═══ Data for this task ═══

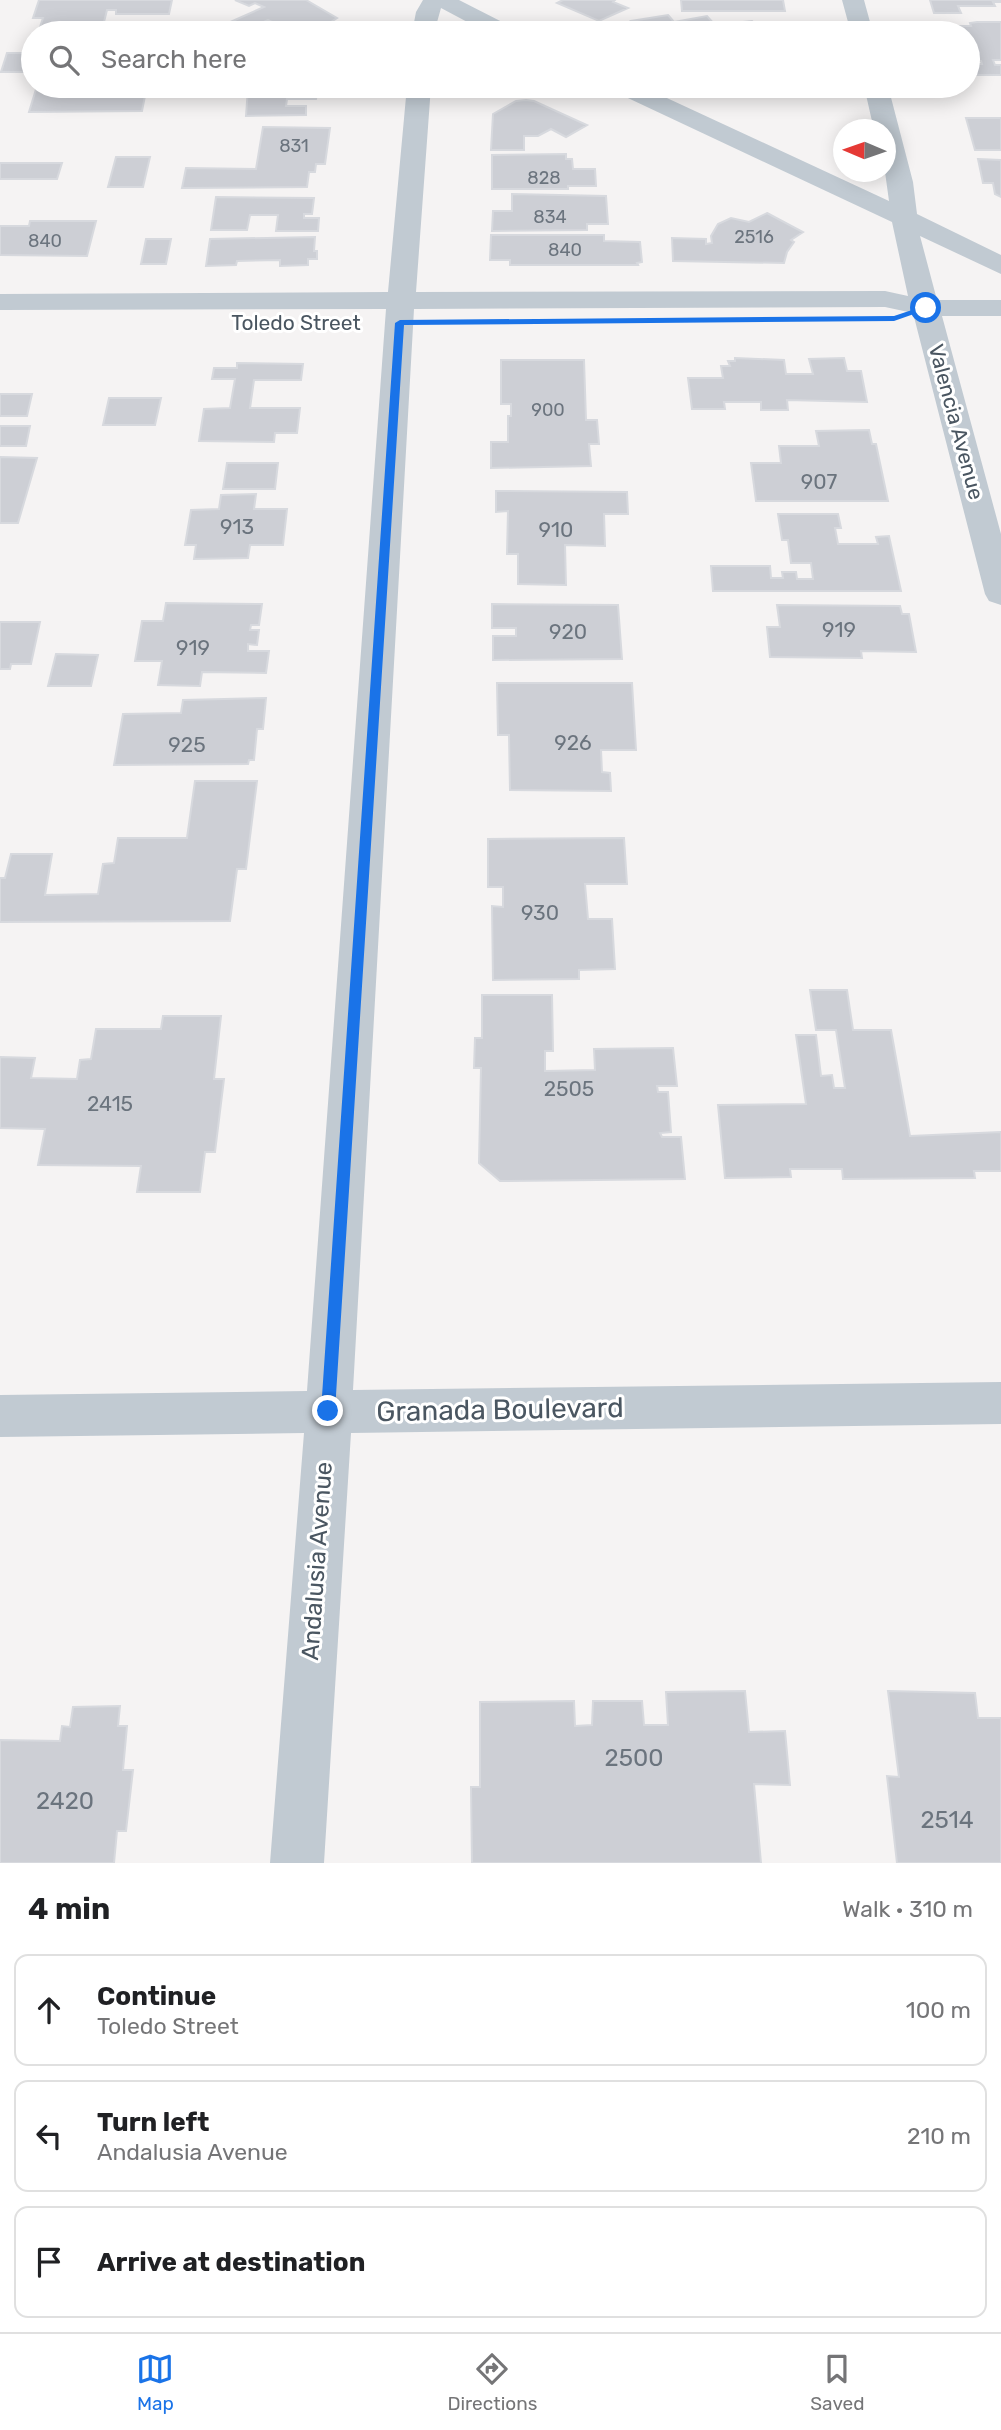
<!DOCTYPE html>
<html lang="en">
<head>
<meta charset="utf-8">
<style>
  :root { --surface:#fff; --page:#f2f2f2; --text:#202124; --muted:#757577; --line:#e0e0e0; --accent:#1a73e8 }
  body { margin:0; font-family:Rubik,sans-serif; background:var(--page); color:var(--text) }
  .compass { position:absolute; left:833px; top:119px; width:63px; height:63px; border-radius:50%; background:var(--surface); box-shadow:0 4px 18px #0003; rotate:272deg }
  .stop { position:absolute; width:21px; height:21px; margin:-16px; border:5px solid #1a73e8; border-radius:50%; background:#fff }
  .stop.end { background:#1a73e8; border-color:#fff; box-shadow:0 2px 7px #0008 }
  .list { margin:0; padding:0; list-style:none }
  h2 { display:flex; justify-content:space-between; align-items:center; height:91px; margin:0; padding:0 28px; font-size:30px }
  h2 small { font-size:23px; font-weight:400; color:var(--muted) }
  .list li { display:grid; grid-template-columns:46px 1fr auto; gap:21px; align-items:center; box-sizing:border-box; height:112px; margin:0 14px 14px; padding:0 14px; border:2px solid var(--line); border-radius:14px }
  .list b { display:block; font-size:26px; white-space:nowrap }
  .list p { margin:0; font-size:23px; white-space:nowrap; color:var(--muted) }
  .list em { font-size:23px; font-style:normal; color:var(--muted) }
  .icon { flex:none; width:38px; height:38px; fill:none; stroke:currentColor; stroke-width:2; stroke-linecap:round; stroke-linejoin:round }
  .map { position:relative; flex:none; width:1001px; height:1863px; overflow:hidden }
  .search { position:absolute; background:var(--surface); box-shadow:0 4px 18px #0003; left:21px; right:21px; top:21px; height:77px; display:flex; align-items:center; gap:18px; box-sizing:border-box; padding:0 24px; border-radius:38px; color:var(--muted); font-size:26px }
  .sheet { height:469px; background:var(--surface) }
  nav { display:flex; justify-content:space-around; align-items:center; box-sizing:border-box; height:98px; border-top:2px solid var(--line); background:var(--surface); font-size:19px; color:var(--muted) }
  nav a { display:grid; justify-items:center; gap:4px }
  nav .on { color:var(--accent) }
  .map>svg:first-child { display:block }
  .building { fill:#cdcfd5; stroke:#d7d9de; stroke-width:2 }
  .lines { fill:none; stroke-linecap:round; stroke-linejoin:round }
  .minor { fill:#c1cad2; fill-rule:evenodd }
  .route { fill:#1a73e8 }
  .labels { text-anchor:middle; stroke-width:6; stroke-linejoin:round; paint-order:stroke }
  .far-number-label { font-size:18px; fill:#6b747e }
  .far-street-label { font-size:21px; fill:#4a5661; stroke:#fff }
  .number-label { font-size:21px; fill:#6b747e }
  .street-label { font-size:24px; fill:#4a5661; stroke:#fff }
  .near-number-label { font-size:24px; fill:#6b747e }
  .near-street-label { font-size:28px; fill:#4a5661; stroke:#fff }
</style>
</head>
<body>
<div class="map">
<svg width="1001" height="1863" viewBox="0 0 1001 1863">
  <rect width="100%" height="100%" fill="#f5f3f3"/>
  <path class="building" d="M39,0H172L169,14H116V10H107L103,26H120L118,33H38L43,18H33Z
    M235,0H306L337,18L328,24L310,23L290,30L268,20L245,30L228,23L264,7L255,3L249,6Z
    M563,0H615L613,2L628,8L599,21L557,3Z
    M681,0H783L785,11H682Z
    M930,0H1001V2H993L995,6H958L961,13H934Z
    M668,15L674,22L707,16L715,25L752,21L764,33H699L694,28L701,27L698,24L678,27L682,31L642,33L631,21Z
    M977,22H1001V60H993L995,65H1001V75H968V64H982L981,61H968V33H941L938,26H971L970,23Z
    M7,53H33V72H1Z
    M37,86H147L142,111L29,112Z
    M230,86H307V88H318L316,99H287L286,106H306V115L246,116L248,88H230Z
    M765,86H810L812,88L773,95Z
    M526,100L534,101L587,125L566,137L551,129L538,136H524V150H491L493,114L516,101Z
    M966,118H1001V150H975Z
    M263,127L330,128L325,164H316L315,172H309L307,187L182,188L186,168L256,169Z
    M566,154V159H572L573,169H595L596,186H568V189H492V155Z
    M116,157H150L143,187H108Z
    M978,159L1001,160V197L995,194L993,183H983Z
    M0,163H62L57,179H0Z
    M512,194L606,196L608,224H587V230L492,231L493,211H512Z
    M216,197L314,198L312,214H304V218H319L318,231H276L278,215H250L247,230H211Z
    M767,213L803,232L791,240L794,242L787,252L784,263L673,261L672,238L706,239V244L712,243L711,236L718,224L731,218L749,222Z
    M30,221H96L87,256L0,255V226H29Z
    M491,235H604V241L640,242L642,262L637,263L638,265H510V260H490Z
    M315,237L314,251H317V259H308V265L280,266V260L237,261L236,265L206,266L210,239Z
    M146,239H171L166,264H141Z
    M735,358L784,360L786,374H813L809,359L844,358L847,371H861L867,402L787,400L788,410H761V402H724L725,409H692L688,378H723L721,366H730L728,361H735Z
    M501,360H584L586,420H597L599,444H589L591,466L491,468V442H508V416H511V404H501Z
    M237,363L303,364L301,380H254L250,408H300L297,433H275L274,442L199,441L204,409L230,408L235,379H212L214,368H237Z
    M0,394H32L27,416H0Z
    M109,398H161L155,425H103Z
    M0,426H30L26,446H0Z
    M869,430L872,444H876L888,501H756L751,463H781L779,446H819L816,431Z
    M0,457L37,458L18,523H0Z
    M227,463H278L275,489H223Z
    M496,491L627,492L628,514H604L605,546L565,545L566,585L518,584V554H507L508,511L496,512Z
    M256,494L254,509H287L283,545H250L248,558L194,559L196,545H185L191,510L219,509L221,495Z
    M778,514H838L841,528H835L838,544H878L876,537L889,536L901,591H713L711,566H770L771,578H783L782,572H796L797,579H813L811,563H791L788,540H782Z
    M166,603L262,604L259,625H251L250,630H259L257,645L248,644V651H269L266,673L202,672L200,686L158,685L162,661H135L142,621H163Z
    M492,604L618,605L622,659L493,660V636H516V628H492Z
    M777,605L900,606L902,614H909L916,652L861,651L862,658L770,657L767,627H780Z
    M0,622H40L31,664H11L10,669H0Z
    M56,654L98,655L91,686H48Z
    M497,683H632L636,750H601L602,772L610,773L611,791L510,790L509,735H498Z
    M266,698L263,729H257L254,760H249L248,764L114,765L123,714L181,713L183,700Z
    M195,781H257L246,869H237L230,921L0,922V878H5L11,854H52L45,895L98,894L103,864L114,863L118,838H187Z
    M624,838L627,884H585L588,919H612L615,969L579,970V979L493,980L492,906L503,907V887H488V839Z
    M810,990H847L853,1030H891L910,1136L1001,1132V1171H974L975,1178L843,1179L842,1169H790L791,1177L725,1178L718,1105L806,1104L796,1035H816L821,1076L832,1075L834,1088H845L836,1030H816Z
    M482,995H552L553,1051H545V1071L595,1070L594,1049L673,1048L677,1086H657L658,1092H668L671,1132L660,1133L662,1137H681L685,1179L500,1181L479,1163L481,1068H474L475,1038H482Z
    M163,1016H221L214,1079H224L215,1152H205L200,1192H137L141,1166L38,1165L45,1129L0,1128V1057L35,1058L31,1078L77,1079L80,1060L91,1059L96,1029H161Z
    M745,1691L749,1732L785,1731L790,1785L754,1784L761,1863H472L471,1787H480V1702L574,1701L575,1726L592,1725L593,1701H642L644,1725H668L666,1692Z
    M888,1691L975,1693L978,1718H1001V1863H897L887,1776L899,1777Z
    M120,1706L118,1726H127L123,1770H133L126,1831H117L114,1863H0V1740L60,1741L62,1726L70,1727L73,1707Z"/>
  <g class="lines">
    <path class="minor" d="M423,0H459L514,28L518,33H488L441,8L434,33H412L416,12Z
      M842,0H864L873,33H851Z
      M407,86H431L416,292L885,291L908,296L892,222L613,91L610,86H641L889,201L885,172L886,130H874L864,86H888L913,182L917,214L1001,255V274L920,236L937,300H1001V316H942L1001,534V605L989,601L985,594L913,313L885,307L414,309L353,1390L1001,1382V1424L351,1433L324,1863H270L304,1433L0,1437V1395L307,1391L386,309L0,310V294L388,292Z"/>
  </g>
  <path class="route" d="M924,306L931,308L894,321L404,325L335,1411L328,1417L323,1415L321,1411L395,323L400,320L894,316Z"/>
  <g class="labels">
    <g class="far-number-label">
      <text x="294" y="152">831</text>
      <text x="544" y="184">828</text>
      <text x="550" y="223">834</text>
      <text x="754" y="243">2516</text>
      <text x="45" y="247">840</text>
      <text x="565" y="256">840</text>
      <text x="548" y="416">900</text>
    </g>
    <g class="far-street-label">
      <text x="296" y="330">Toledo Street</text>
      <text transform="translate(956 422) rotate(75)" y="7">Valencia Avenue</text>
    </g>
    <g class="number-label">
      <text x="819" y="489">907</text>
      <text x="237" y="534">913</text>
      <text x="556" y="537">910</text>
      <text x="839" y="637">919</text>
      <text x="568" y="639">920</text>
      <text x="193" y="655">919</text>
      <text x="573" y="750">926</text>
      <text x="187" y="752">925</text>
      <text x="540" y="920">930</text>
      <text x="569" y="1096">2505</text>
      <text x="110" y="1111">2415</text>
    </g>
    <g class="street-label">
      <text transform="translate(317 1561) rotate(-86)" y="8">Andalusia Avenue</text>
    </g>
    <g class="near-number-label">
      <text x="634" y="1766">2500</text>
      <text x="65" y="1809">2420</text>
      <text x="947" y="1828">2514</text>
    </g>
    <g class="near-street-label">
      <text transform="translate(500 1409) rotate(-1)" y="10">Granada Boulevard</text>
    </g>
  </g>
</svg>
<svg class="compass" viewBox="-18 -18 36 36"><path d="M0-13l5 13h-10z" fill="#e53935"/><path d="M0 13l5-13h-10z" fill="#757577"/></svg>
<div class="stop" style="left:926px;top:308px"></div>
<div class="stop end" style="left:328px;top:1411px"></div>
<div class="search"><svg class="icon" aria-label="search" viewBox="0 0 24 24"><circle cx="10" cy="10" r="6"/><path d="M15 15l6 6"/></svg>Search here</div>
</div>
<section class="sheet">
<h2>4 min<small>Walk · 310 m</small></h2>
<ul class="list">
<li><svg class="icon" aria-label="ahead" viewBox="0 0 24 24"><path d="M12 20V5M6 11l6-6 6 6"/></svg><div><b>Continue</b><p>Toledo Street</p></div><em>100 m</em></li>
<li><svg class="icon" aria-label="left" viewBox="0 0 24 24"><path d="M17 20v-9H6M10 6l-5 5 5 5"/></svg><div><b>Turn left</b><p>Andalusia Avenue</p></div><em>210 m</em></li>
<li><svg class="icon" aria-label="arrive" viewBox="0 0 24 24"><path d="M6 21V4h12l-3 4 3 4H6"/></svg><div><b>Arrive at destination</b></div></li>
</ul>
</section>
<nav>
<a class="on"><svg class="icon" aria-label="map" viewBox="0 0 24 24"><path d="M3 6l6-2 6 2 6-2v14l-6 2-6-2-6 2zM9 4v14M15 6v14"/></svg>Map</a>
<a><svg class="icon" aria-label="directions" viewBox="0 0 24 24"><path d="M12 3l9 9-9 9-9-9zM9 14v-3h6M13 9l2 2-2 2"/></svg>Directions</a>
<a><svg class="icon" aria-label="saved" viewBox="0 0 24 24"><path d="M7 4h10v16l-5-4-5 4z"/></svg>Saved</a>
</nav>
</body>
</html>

═══

Scan the entries above. Copy each line that has the string "list".

  .list { margin:0; padding:0; list-style:none }
  .list li { display:grid; grid-template-columns:46px 1fr auto; gap:21px; align-items:center; box-sizing:border-box; height:112px; margin:0 14px 14px; padding:0 14px; border:2px solid var(--line); border-radius:14px }
  .list b { display:block; font-size:26px; white-space:nowrap }
  .list p { margin:0; font-size:23px; white-space:nowrap; color:var(--muted) }
  .list em { font-size:23px; font-style:normal; color:var(--muted) }
<ul class="list">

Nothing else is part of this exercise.